Provided material START

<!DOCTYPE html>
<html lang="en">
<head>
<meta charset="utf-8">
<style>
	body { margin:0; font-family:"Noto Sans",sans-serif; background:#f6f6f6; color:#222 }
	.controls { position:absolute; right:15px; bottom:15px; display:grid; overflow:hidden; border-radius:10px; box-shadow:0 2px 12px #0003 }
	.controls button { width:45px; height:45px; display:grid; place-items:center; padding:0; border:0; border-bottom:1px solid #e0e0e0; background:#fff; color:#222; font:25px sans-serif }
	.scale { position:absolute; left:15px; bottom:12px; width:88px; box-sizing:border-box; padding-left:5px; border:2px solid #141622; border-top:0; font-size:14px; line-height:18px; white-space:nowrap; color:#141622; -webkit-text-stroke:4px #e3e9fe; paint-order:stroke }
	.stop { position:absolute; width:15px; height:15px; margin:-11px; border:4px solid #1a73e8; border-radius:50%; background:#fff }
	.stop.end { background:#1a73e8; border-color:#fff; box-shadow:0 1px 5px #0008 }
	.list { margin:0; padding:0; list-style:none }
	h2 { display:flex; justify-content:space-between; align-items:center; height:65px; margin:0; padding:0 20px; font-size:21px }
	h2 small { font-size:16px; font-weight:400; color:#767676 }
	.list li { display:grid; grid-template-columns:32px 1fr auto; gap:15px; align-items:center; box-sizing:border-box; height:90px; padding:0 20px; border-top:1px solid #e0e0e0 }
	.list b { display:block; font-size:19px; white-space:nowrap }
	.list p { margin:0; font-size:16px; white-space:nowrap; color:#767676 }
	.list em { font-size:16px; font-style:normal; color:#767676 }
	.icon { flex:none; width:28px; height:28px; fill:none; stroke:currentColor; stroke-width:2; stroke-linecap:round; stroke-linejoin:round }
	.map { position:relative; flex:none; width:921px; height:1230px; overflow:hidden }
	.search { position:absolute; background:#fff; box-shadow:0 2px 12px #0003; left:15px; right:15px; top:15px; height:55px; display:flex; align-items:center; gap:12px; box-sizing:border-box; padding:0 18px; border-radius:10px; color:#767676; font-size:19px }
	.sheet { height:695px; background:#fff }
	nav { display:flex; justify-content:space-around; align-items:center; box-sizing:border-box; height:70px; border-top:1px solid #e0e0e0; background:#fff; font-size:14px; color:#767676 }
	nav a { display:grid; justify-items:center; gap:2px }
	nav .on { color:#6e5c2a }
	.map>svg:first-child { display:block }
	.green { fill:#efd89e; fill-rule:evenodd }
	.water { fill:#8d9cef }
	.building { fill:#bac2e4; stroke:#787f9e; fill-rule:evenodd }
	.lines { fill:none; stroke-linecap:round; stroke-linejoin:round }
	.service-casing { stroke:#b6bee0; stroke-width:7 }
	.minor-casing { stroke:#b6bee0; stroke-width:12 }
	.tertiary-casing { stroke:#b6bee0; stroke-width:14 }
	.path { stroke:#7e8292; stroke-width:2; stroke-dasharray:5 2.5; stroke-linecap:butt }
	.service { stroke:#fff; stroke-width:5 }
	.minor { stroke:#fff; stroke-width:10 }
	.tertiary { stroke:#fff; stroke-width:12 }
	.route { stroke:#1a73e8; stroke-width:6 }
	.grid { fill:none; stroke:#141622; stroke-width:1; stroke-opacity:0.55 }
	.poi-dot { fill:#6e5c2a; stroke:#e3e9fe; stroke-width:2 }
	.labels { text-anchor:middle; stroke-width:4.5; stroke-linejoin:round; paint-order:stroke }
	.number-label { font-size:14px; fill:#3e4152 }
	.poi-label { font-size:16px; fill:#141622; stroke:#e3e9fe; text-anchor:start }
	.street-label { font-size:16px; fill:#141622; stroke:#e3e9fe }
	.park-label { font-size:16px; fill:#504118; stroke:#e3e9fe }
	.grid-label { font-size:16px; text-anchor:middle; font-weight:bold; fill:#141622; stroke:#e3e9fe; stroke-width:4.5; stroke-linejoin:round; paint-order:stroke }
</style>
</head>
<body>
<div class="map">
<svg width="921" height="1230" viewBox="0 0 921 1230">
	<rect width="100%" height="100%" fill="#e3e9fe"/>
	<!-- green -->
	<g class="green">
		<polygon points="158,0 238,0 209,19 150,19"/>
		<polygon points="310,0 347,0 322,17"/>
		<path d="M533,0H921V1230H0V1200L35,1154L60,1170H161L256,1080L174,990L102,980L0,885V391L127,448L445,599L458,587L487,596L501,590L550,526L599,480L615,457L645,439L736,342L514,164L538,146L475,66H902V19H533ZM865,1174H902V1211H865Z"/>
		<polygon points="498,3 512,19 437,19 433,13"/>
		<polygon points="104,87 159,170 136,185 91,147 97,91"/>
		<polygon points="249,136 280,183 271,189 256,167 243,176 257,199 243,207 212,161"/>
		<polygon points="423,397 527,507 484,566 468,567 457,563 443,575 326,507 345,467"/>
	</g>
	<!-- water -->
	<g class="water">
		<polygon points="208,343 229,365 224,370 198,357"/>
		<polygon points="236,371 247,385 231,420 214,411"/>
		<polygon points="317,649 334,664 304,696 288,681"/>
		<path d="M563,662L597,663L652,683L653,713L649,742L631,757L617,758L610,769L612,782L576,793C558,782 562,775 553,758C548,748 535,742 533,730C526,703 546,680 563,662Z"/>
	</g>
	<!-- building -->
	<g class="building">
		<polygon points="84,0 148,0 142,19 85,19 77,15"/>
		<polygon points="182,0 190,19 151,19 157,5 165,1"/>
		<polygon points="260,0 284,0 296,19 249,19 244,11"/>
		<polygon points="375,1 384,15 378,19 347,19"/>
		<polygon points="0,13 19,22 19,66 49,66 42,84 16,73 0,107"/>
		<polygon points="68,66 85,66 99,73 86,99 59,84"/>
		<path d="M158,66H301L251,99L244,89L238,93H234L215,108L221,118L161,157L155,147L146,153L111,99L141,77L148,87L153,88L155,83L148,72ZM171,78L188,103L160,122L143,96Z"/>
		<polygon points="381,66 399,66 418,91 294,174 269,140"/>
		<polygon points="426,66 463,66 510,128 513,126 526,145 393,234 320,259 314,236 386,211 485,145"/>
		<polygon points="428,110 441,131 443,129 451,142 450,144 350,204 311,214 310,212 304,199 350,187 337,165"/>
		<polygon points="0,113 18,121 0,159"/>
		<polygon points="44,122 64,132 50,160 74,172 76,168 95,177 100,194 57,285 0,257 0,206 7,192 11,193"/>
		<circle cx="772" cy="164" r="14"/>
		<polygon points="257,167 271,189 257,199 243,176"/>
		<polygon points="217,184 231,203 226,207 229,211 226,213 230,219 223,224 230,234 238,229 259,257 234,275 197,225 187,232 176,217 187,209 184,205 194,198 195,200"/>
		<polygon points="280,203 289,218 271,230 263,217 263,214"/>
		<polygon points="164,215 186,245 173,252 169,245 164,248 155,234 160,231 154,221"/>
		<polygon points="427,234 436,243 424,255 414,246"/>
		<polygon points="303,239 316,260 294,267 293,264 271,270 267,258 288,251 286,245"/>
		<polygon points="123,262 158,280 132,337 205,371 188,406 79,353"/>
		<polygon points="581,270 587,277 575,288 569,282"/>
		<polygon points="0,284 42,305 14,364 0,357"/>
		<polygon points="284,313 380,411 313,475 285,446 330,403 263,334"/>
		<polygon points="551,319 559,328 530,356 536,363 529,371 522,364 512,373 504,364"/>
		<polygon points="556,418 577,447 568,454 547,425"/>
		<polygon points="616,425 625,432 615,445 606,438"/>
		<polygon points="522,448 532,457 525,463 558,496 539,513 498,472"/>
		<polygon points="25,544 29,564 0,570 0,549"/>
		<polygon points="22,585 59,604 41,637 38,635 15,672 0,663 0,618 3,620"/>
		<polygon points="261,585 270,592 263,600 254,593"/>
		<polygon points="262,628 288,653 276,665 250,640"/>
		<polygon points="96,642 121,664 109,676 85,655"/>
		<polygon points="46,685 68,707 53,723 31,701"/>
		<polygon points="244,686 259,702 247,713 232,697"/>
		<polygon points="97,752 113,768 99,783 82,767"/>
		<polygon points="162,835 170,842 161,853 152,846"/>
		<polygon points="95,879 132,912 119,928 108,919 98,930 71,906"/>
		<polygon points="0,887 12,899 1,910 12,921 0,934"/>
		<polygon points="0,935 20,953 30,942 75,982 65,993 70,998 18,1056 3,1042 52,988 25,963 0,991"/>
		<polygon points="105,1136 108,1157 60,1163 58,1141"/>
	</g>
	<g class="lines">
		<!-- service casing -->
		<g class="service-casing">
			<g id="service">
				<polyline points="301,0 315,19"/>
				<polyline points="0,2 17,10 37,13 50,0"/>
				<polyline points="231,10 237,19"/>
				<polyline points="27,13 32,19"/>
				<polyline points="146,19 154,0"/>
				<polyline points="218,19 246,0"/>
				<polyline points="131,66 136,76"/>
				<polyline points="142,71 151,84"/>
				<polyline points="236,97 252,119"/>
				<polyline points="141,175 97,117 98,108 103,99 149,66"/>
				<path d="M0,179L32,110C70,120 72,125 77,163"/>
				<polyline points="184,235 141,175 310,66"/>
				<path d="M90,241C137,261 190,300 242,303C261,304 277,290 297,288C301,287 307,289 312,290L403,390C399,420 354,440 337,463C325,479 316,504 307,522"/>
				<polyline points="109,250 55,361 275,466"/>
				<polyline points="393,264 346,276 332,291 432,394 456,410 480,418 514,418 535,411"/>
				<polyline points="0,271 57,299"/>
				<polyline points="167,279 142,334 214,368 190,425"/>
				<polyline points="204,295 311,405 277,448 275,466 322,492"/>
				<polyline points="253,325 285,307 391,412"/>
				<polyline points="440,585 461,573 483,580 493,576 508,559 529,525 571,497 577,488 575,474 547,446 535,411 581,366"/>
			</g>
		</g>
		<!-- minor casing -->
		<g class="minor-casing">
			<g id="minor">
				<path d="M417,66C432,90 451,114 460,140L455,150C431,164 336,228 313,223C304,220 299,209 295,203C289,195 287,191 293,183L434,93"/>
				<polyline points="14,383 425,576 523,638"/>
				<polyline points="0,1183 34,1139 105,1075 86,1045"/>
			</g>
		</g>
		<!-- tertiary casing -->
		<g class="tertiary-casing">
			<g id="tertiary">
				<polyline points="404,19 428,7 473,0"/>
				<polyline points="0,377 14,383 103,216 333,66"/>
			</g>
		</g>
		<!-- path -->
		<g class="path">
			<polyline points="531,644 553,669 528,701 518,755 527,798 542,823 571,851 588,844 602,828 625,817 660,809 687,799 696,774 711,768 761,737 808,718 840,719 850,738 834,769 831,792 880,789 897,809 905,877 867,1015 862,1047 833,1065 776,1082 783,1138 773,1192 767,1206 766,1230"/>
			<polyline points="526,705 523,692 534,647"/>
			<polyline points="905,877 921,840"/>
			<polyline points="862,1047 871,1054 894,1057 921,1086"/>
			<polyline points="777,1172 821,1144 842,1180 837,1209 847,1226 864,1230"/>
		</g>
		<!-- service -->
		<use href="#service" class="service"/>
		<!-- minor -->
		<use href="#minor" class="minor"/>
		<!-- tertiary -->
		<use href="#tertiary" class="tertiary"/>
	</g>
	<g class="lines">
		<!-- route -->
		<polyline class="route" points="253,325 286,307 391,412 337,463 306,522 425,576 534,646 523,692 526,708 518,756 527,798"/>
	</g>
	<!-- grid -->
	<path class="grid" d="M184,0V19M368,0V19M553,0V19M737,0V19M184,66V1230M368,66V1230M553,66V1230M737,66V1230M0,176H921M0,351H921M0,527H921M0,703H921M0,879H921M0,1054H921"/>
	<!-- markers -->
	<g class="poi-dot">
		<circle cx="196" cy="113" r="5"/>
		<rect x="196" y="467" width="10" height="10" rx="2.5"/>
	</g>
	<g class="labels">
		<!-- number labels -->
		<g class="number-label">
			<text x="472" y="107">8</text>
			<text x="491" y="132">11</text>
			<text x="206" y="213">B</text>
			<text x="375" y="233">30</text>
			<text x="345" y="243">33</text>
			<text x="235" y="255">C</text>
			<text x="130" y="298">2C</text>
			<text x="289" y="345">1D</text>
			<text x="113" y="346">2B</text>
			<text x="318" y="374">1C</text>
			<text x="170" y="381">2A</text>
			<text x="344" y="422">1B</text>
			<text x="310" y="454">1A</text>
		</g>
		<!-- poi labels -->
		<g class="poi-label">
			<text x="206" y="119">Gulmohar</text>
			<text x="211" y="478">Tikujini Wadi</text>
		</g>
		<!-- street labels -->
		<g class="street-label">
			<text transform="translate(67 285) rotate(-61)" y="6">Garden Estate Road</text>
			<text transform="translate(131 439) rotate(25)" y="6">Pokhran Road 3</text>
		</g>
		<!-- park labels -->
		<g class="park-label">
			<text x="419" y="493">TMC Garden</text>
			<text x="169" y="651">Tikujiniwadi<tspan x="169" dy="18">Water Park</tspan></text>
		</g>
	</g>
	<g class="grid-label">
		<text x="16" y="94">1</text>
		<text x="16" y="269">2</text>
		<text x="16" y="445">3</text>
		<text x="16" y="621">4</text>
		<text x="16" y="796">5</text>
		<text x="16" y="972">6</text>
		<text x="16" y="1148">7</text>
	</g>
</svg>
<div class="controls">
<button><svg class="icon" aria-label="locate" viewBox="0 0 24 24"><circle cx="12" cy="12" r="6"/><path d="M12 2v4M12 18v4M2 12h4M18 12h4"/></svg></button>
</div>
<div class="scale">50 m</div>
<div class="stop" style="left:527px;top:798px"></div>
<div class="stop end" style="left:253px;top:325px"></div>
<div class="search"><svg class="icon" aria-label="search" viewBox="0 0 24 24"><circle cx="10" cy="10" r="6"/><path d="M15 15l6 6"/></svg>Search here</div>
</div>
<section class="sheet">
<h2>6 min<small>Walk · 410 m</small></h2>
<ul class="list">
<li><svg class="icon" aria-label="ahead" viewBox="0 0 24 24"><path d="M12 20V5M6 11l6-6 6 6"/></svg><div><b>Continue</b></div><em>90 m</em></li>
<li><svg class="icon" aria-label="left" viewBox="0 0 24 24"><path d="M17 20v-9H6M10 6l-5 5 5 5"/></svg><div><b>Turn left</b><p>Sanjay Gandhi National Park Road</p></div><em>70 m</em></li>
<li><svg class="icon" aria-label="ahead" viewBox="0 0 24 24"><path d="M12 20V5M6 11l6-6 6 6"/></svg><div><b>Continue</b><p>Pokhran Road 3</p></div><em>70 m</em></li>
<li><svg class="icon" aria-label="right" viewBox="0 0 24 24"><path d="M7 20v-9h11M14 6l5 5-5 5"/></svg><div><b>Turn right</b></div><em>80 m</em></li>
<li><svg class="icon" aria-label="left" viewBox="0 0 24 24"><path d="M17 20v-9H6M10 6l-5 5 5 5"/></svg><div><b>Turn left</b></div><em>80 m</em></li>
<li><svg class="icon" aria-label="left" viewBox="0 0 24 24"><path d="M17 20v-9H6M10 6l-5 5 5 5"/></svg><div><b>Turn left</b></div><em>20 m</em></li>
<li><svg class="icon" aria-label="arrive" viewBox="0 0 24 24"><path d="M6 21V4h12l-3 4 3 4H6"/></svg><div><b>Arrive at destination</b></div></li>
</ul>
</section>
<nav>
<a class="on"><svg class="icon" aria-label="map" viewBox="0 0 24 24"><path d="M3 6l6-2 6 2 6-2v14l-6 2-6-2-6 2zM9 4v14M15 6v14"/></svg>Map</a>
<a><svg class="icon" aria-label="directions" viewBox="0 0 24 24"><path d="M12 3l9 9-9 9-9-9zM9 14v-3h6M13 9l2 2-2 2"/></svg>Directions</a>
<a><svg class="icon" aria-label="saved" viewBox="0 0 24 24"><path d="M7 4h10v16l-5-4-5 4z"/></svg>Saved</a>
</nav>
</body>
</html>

Provided material END

Check each line of the records above for "ahead", and copy those that have it.

(Answer space)
<li><svg class="icon" aria-label="ahead" viewBox="0 0 24 24"><path d="M12 20V5M6 11l6-6 6 6"/></svg><div><b>Continue</b></div><em>90 m</em></li>
<li><svg class="icon" aria-label="ahead" viewBox="0 0 24 24"><path d="M12 20V5M6 11l6-6 6 6"/></svg><div><b>Continue</b><p>Pokhran Road 3</p></div><em>70 m</em></li>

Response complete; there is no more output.